:: WHAT YOU NEED TO DO ::
Read the data, and whenever a line holds the word "butt", report that line.

Stored entries

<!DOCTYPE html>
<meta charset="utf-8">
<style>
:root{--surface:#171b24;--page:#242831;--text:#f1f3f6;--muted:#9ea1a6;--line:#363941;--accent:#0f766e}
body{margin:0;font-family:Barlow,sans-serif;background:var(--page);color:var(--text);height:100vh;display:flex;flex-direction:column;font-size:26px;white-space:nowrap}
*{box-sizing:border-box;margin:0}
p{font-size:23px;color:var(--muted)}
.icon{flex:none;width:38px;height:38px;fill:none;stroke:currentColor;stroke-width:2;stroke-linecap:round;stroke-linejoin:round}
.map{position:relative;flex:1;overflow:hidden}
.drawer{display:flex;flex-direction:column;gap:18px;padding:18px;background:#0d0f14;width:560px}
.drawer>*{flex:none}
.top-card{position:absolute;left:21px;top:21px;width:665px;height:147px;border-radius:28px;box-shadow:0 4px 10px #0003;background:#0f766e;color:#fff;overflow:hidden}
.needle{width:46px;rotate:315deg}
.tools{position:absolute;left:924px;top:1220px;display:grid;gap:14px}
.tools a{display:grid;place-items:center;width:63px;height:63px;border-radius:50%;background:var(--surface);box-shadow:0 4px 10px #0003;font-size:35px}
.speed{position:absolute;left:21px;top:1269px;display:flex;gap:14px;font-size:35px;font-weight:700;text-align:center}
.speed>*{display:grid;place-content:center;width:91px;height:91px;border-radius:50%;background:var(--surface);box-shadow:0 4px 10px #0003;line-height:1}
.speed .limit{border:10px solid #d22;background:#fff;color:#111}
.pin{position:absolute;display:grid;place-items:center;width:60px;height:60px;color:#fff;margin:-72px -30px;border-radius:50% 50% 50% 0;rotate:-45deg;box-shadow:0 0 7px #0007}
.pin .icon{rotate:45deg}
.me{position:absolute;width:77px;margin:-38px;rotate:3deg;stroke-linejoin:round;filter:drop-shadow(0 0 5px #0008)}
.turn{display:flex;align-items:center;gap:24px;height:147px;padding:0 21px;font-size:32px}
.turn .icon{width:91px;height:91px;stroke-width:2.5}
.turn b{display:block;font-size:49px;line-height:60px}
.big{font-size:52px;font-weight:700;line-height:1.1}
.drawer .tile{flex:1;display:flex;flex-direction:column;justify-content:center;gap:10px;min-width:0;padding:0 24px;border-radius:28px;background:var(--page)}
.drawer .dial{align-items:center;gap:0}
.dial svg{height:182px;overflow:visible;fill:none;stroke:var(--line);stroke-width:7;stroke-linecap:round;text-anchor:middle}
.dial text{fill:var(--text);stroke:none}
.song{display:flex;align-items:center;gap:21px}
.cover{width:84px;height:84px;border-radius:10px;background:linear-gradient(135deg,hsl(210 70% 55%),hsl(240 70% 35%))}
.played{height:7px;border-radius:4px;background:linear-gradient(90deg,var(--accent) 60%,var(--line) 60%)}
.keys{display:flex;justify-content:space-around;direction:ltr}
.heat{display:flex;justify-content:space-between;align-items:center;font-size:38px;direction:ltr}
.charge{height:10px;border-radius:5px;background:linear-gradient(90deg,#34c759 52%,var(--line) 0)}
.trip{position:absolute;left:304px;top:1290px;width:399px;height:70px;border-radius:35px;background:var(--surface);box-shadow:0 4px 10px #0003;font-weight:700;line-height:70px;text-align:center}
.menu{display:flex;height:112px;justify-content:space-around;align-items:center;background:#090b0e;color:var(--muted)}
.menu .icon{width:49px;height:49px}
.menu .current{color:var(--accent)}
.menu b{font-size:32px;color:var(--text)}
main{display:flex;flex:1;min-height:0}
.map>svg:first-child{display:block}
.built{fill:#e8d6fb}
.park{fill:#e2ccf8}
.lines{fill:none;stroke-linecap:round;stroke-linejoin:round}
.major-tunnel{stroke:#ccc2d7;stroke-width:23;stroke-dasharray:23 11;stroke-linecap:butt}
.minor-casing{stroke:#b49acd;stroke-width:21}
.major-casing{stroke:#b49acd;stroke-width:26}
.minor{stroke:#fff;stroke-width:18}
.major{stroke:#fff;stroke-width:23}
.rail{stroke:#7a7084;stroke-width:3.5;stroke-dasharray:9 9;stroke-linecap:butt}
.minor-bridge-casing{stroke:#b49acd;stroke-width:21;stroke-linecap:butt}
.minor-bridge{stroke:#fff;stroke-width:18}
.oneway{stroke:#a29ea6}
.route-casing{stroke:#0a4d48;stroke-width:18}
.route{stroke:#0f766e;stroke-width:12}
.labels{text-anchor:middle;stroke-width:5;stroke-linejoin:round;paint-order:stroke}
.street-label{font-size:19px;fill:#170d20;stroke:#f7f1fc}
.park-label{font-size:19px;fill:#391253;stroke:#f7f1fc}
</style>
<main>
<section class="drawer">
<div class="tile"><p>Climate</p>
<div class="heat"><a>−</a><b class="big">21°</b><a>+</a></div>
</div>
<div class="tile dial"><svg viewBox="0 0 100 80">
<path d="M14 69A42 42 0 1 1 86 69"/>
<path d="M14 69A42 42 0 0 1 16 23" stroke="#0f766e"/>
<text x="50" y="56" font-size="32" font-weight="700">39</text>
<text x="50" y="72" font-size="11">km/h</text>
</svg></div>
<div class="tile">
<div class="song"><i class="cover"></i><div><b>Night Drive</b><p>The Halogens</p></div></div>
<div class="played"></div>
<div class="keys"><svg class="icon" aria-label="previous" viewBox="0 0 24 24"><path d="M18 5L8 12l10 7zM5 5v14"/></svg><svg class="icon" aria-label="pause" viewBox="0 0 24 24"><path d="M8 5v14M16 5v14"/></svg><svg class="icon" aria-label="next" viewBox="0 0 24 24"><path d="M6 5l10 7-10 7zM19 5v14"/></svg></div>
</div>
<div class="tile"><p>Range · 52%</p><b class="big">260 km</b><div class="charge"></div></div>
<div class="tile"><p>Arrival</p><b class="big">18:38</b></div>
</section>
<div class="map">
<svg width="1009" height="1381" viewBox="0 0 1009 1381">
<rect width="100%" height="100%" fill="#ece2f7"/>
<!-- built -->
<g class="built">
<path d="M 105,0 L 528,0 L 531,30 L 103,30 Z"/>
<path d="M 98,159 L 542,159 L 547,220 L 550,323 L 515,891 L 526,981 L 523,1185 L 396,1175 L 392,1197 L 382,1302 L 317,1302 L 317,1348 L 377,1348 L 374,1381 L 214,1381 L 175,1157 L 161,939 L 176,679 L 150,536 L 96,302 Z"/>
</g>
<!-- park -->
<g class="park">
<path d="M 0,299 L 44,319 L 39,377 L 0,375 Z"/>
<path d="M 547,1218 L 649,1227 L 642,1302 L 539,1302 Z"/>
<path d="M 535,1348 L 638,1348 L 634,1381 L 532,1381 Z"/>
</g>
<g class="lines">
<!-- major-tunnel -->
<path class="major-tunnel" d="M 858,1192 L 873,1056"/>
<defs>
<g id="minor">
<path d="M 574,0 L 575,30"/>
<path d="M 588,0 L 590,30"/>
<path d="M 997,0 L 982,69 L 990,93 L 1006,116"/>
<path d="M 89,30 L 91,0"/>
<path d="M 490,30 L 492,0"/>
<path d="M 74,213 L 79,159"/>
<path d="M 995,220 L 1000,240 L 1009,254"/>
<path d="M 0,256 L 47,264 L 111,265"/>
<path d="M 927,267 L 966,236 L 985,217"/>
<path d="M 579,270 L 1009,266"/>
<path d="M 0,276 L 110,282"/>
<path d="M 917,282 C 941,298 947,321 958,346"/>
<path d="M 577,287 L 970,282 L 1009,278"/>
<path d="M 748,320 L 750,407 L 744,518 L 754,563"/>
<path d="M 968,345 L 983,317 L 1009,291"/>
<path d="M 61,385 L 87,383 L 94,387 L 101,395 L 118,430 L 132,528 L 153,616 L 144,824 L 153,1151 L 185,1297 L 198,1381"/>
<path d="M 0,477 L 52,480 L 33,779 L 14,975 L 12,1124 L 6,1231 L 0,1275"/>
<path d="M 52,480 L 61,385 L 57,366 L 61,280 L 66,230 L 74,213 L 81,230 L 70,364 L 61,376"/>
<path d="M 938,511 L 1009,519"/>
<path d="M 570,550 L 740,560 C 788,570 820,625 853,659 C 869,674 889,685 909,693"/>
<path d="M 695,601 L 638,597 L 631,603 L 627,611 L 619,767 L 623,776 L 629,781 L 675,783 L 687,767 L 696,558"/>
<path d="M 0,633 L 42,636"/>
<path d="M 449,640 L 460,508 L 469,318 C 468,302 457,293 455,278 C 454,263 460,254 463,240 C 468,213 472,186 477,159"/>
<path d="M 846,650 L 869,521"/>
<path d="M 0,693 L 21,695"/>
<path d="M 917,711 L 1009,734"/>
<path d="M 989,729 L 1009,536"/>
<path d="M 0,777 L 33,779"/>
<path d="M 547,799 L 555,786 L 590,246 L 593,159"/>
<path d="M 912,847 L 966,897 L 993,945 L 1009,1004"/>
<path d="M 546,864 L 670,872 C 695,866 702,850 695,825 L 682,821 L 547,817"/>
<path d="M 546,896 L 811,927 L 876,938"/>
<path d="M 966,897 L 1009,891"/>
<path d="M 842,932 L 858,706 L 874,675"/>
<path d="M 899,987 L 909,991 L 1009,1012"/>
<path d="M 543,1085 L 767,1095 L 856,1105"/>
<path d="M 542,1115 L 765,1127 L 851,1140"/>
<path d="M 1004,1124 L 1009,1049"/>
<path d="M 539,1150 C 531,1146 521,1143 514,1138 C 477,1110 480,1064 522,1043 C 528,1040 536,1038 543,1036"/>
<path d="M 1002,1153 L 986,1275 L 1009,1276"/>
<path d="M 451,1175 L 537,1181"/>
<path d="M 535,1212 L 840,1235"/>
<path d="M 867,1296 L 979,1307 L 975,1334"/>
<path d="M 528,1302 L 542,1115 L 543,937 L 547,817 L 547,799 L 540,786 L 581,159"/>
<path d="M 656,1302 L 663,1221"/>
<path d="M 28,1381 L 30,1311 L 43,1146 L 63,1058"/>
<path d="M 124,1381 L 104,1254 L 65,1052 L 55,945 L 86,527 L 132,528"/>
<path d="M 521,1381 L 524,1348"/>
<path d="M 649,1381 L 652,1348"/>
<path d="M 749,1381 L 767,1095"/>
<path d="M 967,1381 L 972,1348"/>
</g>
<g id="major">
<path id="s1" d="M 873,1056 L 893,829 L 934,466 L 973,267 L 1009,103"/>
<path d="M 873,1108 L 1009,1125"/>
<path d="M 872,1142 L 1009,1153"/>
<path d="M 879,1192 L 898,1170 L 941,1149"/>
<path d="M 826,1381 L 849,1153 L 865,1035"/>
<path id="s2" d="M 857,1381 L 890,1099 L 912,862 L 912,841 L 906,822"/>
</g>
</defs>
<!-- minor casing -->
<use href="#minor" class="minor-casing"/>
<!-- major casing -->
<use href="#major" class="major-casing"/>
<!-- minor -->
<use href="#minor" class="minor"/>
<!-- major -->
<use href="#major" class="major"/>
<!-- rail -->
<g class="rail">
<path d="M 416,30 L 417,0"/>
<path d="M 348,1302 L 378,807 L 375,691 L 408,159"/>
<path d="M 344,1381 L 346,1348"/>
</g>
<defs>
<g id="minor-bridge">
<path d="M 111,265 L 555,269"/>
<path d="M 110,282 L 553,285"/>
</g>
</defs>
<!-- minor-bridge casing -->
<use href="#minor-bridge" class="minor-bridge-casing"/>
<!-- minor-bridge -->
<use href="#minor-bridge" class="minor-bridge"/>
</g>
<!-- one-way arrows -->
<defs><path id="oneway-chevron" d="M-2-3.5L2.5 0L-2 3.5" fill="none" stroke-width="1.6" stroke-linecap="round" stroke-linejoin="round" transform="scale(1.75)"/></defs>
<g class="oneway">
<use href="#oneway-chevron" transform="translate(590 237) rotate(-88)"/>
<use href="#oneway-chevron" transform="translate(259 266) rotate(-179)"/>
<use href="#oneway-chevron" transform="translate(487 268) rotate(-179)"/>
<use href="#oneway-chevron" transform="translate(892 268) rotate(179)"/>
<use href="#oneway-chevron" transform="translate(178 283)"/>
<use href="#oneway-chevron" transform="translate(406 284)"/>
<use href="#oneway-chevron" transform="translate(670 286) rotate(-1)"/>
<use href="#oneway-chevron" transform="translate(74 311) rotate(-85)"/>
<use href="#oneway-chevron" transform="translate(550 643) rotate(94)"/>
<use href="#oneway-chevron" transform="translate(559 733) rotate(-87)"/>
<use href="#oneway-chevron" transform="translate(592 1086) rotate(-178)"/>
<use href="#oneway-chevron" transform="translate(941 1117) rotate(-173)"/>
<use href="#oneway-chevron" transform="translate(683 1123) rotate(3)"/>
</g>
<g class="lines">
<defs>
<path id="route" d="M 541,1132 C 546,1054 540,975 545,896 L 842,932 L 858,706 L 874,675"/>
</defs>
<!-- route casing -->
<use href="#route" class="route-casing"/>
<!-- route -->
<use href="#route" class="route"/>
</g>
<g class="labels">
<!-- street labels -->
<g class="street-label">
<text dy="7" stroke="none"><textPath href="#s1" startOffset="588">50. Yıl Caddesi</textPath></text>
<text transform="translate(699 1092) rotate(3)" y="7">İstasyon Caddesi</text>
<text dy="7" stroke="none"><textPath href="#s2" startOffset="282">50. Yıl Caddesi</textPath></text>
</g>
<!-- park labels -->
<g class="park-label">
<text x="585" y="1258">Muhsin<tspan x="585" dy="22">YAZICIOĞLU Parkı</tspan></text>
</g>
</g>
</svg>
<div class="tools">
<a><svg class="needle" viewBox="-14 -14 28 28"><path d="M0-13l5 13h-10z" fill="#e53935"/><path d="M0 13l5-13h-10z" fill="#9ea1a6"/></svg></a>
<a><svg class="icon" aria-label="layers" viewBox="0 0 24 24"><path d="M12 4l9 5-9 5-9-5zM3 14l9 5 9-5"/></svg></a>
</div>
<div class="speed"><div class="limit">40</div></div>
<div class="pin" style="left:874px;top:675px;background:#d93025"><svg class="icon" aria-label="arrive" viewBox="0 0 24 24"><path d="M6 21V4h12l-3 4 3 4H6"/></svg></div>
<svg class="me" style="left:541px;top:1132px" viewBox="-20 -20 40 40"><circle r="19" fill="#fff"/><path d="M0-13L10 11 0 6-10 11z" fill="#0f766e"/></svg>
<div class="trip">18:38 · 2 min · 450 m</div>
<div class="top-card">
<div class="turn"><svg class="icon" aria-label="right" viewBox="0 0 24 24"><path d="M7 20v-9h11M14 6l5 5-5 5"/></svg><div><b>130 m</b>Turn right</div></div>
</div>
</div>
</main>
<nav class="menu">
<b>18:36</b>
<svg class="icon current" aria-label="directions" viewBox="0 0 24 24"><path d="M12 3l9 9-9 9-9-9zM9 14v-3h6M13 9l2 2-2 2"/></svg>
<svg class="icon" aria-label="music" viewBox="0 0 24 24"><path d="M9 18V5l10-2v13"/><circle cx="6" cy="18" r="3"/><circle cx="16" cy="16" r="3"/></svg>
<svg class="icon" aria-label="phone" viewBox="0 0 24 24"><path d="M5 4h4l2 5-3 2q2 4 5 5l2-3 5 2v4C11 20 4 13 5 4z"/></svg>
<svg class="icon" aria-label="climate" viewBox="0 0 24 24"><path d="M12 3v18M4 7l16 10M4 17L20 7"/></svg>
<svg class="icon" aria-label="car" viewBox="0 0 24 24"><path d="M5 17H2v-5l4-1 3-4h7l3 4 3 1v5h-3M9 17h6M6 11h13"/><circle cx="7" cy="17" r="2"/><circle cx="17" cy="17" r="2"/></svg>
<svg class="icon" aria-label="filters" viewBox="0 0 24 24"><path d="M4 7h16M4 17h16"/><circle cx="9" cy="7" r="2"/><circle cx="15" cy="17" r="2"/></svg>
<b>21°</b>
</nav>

:: EXERCISE RESULT ::
.major-tunnel{stroke:#ccc2d7;stroke-width:23;stroke-dasharray:23 11;stroke-linecap:butt}
.rail{stroke:#7a7084;stroke-width:3.5;stroke-dasharray:9 9;stroke-linecap:butt}
.minor-bridge-casing{stroke:#b49acd;stroke-width:21;stroke-linecap:butt}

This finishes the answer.